The study estimating the extent of global private financial wealth held in offshore accounts – excluding non-financial assets such as real estate, gold, yachts and racehorses – puts the sum at between $21 and $32 trillion.
The figure is equivalent to the size of the US and Japanese economies combined.
The research was carried out for pressure group Tax Justice Network, which campaigns against tax havens, by James Henry, former chief economist at consultants McKinsey & Co.
He used data from the World Bank, International Monetary Fund, United Nations and central banks.
The report also highlights the impact on the balance sheets of 139 developing countries of money held in tax havens by private elites, putting wealth beyond the reach of local tax authorities.
The research estimates that since the 1970s, the richest citizens of these 139 countries had amassed $7.3 to $9.3 trillion of “unrecorded offshore wealth” by 2010.

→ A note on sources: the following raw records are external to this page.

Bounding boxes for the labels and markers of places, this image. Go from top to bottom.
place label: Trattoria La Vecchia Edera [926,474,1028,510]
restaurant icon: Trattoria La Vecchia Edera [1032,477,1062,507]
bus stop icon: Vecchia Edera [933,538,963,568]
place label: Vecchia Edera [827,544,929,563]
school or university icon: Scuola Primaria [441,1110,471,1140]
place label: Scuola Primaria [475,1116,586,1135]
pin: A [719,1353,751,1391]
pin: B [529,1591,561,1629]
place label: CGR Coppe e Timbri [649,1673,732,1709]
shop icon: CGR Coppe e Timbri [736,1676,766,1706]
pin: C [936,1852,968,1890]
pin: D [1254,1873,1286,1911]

Private wealth held offshore represents “a huge black hole in the world economy,” Henry said in a statement.
Other findings in Mr Henry’s report include:
- At the end of 2010, the 50 leading private banks alone collectively managed more than $12.1tn in cross-border invested assets for private clients
- The three private banks handling the most assets offshore are UBS, Credit Suisse and Goldman Sachs
- Less than 100,000 people worldwide own about $9.8tn of the wealth held offshore.